Tidak ada alasan khusus, sejujurnya. Sejak dulu Jimin dan tuan Park tidak dekat. Kemudian setelah kematian nyonya Park, Jimin selalu memiliki alasan untuk membenci Ayahnya. Berawal dari itu, Jimin memiliki obsesi untuk melawan seluruh perintah sang Ayah. Ditambah lagi dengan kalimat marah sang Ayah yang mengatakan Jimin tidak bisa hidup tanpa harta Ayahnya, membuat Jimin ingin membuktikan bahwa suatu saat nanti ia juga bisa berdiri di atas kakinya sendiri, dan berjanji tak akan pernah membutuhkan sang Ayah lagi.

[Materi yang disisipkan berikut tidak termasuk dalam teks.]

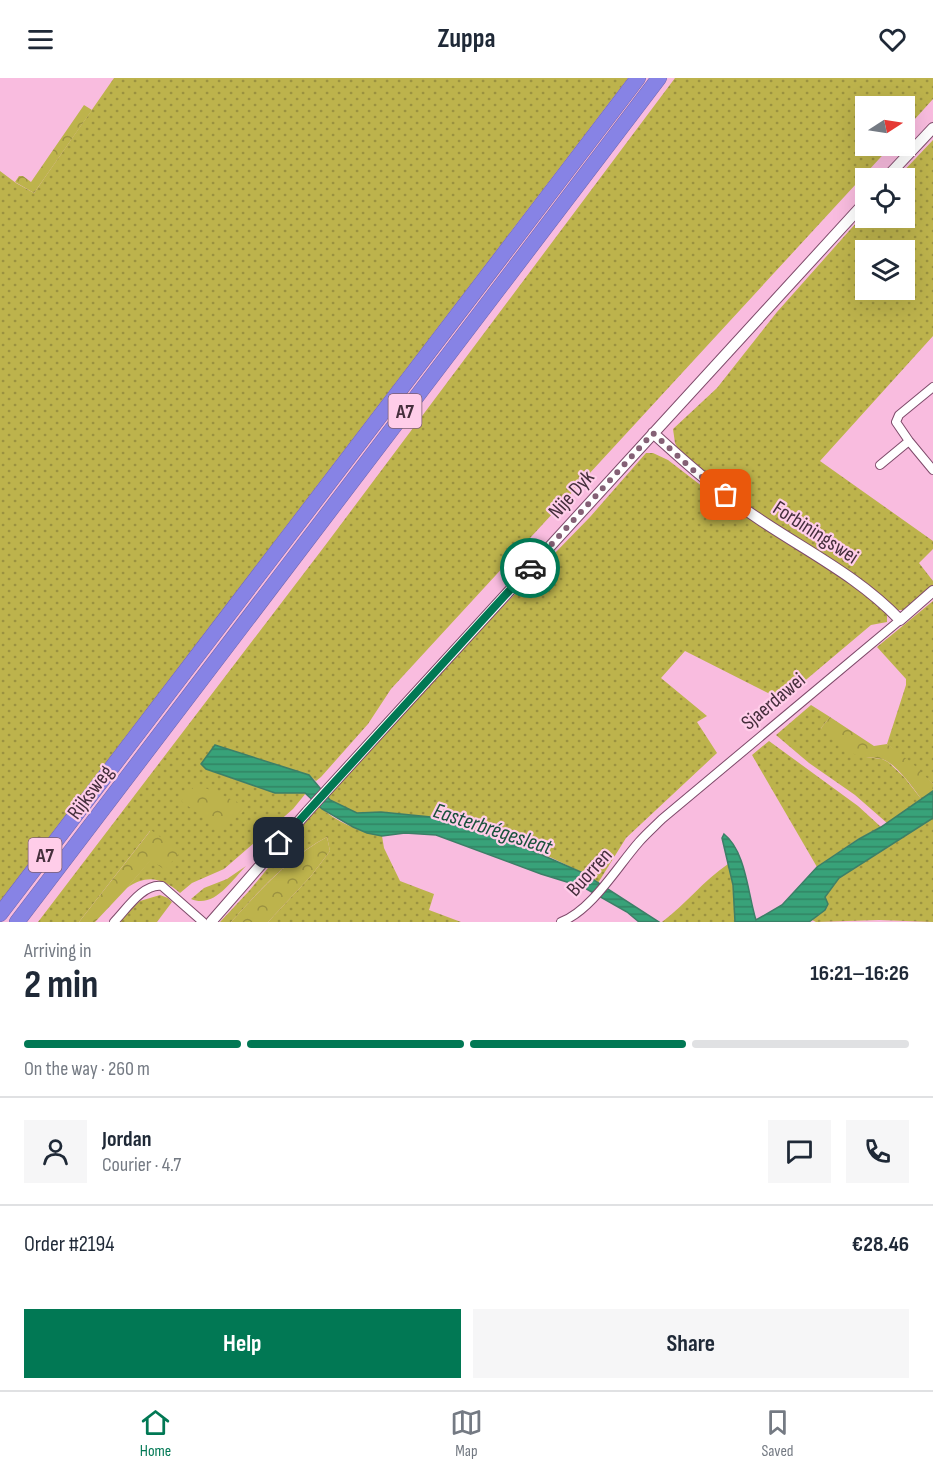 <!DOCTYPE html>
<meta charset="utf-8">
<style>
:root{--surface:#fff;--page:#f6f6f7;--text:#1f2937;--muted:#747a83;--line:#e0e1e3;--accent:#017854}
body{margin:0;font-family:"Sofia Sans Condensed",sans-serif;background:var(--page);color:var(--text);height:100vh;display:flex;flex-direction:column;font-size:22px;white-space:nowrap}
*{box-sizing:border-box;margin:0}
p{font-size:20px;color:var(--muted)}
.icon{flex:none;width:33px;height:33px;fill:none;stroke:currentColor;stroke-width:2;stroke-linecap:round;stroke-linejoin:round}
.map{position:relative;height:844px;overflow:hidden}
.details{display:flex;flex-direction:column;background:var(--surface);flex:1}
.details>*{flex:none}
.needle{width:39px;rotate:78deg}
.buttons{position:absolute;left:855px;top:18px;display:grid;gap:12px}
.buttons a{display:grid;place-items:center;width:60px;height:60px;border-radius:0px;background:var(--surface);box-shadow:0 6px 24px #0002;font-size:30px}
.pin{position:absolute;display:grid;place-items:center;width:51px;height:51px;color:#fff;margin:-26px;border-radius:12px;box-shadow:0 3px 9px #0006}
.courier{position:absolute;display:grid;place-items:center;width:60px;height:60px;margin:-30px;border:4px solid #017854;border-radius:50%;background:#fff;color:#222;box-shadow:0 2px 8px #0007}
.summary em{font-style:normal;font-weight:700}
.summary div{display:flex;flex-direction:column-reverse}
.summary{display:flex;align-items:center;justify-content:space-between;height:102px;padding:0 24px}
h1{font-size:39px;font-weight:700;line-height:45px}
.bar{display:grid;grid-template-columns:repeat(4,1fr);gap:9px 6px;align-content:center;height:72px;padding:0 24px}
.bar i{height:8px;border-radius:4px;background:var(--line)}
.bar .on{background:var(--accent)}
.bar p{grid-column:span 4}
.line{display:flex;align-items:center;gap:15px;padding:0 24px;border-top:2px solid var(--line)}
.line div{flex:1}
.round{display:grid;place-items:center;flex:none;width:63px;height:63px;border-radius:0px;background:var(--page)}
.cta{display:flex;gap:12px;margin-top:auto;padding:12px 24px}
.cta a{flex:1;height:69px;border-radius:0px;background:var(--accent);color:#fff;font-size:24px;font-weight:700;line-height:69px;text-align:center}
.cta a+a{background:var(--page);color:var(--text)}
header{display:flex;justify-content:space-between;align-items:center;height:78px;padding:0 24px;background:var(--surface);font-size:27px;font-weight:700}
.dock{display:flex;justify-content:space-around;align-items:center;height:84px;border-top:2px solid var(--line);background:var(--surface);font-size:16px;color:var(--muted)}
.dock a{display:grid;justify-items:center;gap:3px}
.dock .on{color:var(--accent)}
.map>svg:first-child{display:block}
</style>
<header><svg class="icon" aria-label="menu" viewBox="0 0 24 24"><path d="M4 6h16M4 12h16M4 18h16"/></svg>Zuppa<svg class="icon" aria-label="heart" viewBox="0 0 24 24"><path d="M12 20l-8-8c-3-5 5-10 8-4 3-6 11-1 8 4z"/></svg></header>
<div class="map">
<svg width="933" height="844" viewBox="0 0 933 844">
<defs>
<pattern id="grass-dots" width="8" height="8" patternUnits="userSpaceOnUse" patternTransform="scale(1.5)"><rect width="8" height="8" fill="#bdb34c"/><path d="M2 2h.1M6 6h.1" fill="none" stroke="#9b9240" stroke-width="1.8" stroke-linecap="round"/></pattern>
<pattern id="forest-crowns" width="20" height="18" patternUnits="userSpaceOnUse" patternTransform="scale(1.5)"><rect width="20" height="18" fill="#bdb34c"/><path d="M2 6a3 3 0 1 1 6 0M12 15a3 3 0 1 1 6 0" fill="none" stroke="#9b9240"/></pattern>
<pattern id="water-rules" width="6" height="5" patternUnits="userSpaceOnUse" patternTransform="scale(1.5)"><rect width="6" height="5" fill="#38a279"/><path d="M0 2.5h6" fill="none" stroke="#318464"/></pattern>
</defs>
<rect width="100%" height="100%" fill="#f9bcdf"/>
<path fill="url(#grass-dots)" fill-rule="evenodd" d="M114,0h514l-628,823v-730l16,12 18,10z
M675,0h258v21l-28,31 -1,-24h-38v40h25l-500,543 -23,35 -47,53 -5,4 -7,-6 -94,-30 -14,19 5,5 42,15 58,9 -13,16 -69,60 -32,14 -12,10c-18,-15 -33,-19 -53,-5l24,-29 -1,-28 -71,91h-41l289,-379z
M933,62v196l-113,125 113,80v8l-14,14 14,18v4l-30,25h-5l-6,-2 -24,-24 -129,-83 -59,-48 -5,-10 -2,-14 44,-41 60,-76 88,-99 1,5h38v-40h-7zM866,172h38v40h-38z
M646,375h7l15,7 39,30 147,95 29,24 4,6v7l-16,3 -89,75 -97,-49 -24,27 46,38 -10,6 20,31 -91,85 -28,45 -15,-10 -33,-16 -35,-14 -64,-21 -20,-5 -50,-5 -24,2 -27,-14 -3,-3 158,-172 105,-108z
M933,523v183l-46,-40 19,-59v-6l-29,-32z
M811,627l19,12 -9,11 45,29 16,2 6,3 16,15 18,23 -35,23 -32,-28 -46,-32 -33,-28z
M769,663l89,65 23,21 -23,12 -41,28 -65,-112z
M319,728c17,16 41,26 63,30l2,12 16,33 34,13 -5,16 32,12h-193l43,-46 19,-25 -3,-14c-38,20 -68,54 -96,85h-11l29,-31z
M933,740v104l-54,-2 -63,2 -4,-2 13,-10v-13l14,-19z
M728,786l5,21 2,37h-73c24,-18 41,-41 66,-58z
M246,788c-15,15 -32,43 -55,33l13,-11 23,-9z
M160,817l8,3 4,4 -15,20h-40l23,-21z"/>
<path fill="url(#forest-crowns)" d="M84,27l8,5 -58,83 -19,-11 4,-6h4l8,6z
M830,639l44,29 13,-2 25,19 21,21v7l-11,9c-9,-12 -25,-36 -40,-41 -7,-2 -16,-1 -23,-3 -14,-5 -28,-17 -38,-28z
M196,706l46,20 2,7 -23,19 -40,-29z
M151,752l29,22 -15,18 -14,-10 -24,28 -32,34h-16z
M327,759l3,14 -19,25 -43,46h-37c28,-31 59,-65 96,-85z"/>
<path fill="url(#water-rules)" stroke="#3c7f67" stroke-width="1.5" d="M215,667l94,30 21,25 27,13 24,-1 50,5 84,26 68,30 76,49h-20l-12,-10 -44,-25 -42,-13 -105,-39 -31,-2 -23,3 -15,-3 -14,-6 -31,-18 -17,-16h-30l-69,-24 -5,-5z
M933,713v27l-94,60 -14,19 3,7 -3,6 -16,12h-74l-2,-37 -11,-47 2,-4c22,17 24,61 32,86l26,-15 35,-38 42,-28 22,-12z"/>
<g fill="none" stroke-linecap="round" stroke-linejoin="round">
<g stroke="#7e4a6a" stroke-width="10">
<path id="minor" d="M933,309l-34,28 -3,7 13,19 24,29
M880,387l29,-24
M114,844c12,-12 29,-39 48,-36l41,36
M561,844c31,-12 56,-55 78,-80 7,-8 15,-15 23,-23l238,-199"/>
</g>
<g stroke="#7e4a6a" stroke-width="12">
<path id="tertiary" d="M886,100l47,-50
M653,355c34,31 68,61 106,86 49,33 100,58 141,101l33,-29
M211,844l96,-110 559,-611"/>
</g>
<g stroke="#7065aa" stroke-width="16">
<path id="motorway" d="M0,836l638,-836
M17,844l642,-844"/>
</g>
<use href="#minor" stroke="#fff" stroke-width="8"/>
<use href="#tertiary" stroke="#fff" stroke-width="10"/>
<use href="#motorway" stroke="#8783e5" stroke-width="15"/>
</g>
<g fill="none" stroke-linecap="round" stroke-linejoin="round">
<path stroke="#846075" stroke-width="6" stroke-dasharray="0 10.8" d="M530,490l123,-135 41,38 32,24"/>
<path stroke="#017854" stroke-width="8" d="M279,765l251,-275"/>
</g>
<g text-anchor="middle" stroke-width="4.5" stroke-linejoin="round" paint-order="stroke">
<g fill="#ffcde9" stroke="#7d5e70" stroke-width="1.5">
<rect x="388.5" y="316" width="33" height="34" rx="4.5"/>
<rect x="28.5" y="760" width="33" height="34" rx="4.5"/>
</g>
<g font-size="20" font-weight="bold" fill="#452e3c">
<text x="405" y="340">A7</text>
<text x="45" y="784">A7</text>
</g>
<g font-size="21" fill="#452e3c" stroke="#ffcde9">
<text transform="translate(571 416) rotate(-48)" y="7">Nije Dyk</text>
<text transform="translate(816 454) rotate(33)" y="7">Forbiningswei</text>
<text transform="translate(773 623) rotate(-40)" y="7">Sjaerdawei</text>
<text transform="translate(90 714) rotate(-53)" y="7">Rijksweg</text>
<text transform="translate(589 794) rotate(-48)" y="7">Buorren</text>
</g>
<g font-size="22" font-style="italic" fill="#1a523c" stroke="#ffcde9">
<text transform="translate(493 750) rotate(18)" y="8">Easterbrégesleat</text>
</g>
</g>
</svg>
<div class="buttons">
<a><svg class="needle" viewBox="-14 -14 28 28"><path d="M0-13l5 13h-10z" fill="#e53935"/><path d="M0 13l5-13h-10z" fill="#747a83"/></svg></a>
<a><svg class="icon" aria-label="locate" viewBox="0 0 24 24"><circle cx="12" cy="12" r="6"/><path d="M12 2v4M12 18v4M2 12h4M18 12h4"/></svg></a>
<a><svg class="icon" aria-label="layers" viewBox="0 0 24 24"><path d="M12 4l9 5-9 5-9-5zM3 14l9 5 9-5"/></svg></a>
</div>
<div class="pin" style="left:726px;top:417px;background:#ea580c"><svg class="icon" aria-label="bag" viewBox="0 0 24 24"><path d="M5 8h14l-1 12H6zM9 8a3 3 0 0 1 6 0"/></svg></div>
<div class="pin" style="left:279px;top:765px;background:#1f2937"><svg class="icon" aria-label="home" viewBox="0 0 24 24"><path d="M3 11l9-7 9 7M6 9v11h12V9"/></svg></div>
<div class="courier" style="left:530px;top:490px"><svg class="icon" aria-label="car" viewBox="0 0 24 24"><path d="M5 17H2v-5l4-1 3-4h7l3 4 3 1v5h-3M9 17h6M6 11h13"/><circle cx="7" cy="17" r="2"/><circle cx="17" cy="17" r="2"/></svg></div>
</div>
<section class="details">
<div class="summary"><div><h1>2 min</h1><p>Arriving in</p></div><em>16:21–16:26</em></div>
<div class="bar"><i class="on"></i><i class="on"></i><i class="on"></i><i></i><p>On the way · 260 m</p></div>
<div class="line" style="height:108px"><a class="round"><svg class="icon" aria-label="person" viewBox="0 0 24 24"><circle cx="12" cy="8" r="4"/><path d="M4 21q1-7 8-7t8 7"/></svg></a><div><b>Jordan</b><p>Courier · 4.7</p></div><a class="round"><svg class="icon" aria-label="chat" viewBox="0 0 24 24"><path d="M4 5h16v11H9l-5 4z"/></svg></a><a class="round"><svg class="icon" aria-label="phone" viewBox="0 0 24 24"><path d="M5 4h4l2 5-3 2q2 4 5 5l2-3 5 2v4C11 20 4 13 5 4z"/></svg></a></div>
<div class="line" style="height:78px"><div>Order #2194</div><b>€28.46</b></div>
<div class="cta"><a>Help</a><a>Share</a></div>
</section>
<nav class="dock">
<a class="on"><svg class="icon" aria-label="home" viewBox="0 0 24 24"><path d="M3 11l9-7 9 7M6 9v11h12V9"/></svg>Home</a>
<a><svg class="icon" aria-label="map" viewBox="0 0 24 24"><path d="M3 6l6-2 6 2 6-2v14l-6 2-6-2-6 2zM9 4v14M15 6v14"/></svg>Map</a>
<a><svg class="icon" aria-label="saved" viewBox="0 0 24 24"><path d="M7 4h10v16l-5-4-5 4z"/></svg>Saved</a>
</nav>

"Respon yang bagus, kau selalu terdiam setiap kali aku bertanya hal itu." Taehyung menenggak habis sodanya dan melempar ke sembarang arah di atap.
"Sudah tahu begitu, lain kali jangan bertanya." Jimin kemudian memejamkan mata.
"Baiklah Tuan Muda, salah saya. Saya tidak akan bertanya lagi."
Taehyung baru akan ikut memejamkan mata saat ia mendengar bel pulang sekolah berbunyi.
"Hei, Jimtet ayo turun. Bel sudah berbunyi."
Waktu sekolah yang penuh dengan ilmu pengetahuan telah usai, kini saatnya pulang.
"Kakimu kenapa Yoongi?"
Seorang guru perempuan yang mengisi pelajaran terakhir kelas Yoongi bertanya, khawatir dengan kaki yang Yoongi yang di balut dengan perban.
"Ah, tadi kaki saya terperosok kedalam selokan dan menginjak pecahan kaca."
Ibu guru meringis mendengar penjelasan Yoongi, ia berjalan mendekat untuk melihat lebih jelas kaki Yoongi. Dan bersamaan dengan itu, duo bolos sampai di dalam kelas, terdiam sejenak mengetahui ternyata masih ada orang di dalam kelas.
"Oh? Jimin, Taehyung? Dari mana saja, kenapa baru masuk kelas saat sudah bel pulang?"
"Ah... itu, kami dari..."
Taehyung tidak bisa memikirkan jawaban bagus untuk kebohongan kali ini, dan bahkan Jimtet disampingnya tidak melakukan apapun. Laki-laki itu hanya diam menatap Yoongi, mengandalkan Taehyung untuk menjawab pertanyaan Ibu guru.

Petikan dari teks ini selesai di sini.